Third, we considered the effects of reciprocal labeling (dye-swapping) a single sample with the Cy3 and Cy5 dyes. This topic has been extensively studied from both theoretical (54,55), and empirical (56) perspectives. These studies found small, but consistent effects of reciprocal labeling. While reciprocal labeling has been shown to have less experimental value than true biological replicates, they appear to carry more information than simple repeated measures (56). Very moderate effects of reciprocal labeling were observed, affecting only about 0.1% of the spots on the array at a two-fold change level (Figure 3). There are many more spots affected by dye status at a less stringent 1.4-fold change threshold, however changes of this magnitude introduce a much smaller risk of altering the spot-wise statistical analyses. This indicates that, at least for ChIP-chip with our CpG island arrays, reciprocal labeling is not necessary and dye-bias is a negligible confounder. Nevertheless, it seems prudent to randomize samples across dye-status to account for unanticipated dye-bias in specific experimental scenarios, especially because of the profound asymmetry in this parameter.
The fourth experimental parameter considered was the effect of hybridization date. Because our experiment was fully blocked across all factors, we were able to directly estimate the effects of this parameter with a linear model. We were surprised to find that the day on which hybridization was performed had a greater influence on the final results than either the batch of arrays or the use of dye-swaps (Figure 3). The sources of this bias are unclear. The symmetrical distribution of the effect suggests that neither ozone-status nor scanner settings are a major factor, suggesting random drift within the scanner. Perhaps use of a mechanical hybridization and wash station would decrease inter-day variability, although this variability may also result from the labeling reaction or the subsequent column clean-up procedure. Control of this factor is straightforward: samples should be randomized across experimental day, so that biological replicates of a given condition are hybridized on different days.
The fifth experimental parameter considered was the method of DNA amplification. While the antibody-based ChIP protocol imparts specificity and sensitivity to ChIP-chip experiments, the quantity of DNA necessary for hybridization cannot usually be obtained in a single ChIP. Two basic strategies have evolved to cope with this issue: pooling of multiple ChIPs (12) and amplification of ChIP DNA (26). A variety of different PCR-based amplification methods have been developed and are in use by different groups. Assessing the performance of these methods has been challenging. To directly compare an amplified ChIP sample to an unamplified ChIP sample requires the pooling of a large number of ChIPs for each replicate, resulting in significant costs, time and labor. Further, care must be taken in the experimental design to ensure that the reduction in variance that results from pooling ChIP reactions does not confound the effects of the amplification procedure. As a result of these financial and technical factors, only one study has assessed the performance of amplification methods for ChIP-chip data (23), although several such studies do exist for mRNA experiments (57,58) where a much larger amount of starting material is readily available.

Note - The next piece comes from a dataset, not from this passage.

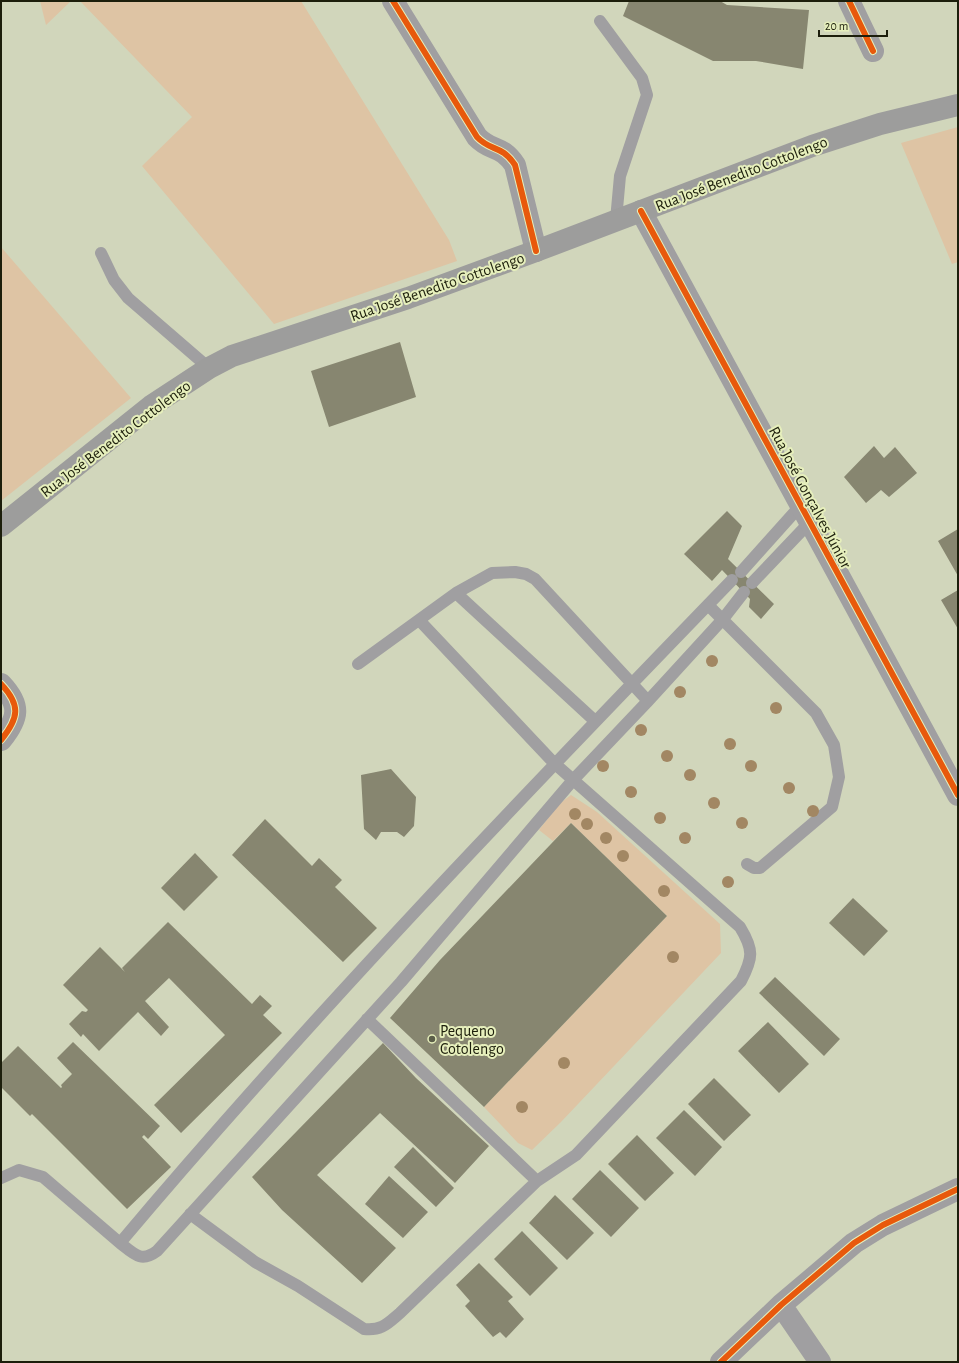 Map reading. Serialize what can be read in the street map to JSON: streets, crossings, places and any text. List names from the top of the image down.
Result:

To resolve this issue, we have developed a novel approach that hybridizes amplified against non-amplified genomic DNA (Figure 4A). We evaluated four amplification protocols: RP-PCR, WGA and two variations of LM-PCR. Because of its simplicity, this procedure could be readily repeated and an n = 4 was generated for each amplification procedure. The number of spots found to be differentially hybridized between the matched amplified and unamplified samples is a measure of amplification bias (Figure 4B). Interestingly, the performance of random-priming falls in between that of the two LM-PCR protocols, indicating that specific parameter choices within a protocol are important for determining overall performance. The WGA and low-cycle LM-PCR protocols showed similar performance, suggesting that one of these methods should be selected to minimize amplification bias. Our method of comparing amplification procedures provides a new way to measure variability, independent of antibody or biological question, at a reasonable cost.

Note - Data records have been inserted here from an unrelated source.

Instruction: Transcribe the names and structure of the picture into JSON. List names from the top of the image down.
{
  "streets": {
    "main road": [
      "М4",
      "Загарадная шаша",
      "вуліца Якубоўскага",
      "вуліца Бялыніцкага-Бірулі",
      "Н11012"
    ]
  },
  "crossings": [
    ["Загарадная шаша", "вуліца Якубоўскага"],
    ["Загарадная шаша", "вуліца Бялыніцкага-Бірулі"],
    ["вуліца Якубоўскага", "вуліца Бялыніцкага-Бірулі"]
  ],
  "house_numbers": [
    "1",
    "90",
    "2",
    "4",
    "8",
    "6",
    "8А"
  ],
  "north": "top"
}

The final experimental design parameter considered was the selection of a negative control for hybridization to the array. We considered three approaches (Figure 5A), including two direct and one indirect method. For each method we performed four Myc ChIP-chip experiments in HL60 cells. When we compared the sensitivity of these methods (Figure 5B) the two direct methods performed comparably, with no significant differences between the IgG and no-antibody controls. The indirect design, however, did show reduced sensitivity at any given P-value. Thus, direct designs, which use half as many arrays as indirect designs, are favored for both cost and sensitivity.

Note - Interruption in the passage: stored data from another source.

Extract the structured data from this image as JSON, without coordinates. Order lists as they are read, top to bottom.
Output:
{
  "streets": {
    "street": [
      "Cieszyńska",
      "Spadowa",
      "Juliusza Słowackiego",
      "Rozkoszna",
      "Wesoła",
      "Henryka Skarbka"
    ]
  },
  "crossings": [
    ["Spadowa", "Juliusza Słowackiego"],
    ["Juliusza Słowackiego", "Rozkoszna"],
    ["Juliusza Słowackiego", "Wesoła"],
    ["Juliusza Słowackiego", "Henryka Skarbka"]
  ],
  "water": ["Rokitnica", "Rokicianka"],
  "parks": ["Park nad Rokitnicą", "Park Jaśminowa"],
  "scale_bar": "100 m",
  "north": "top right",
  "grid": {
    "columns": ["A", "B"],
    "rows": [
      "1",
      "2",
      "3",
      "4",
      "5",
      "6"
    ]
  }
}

Having extensively optimized these six parameters, we set up two Myc ChIP-chip experiments to test our optimization in an integrated way. Our first experiment used extensive biological replication (n = 13) on CpG Island arrays, while our second used lesser replication (n = 5) on much larger whole-genome oligonucleotide promoter arrays. To validate the results of these two studies we employed Q-PCR using biologically independent samples. Of the 50 unique primer sets we analyzed, 45 were validated, for a success rate of 90%. This strong evidence that the vast majority of the 10 196 genomic locations found to be associated with Myc in HL60 cells are true positives. Importantly, we showed that the validation rate remained high in the bottom portion of our list. This suggests that the statistical analysis was conservative, and that additional hits might be uncovered by relaxing our P-value threshold from 0.05 to 0.10 or higher. This is particularly important because many published ChIP-chip studies use a P-value threshold of 0.001, 50 times more stringent than used here (11). Overall, our extensive validation confirms the success of our parameter optimizations.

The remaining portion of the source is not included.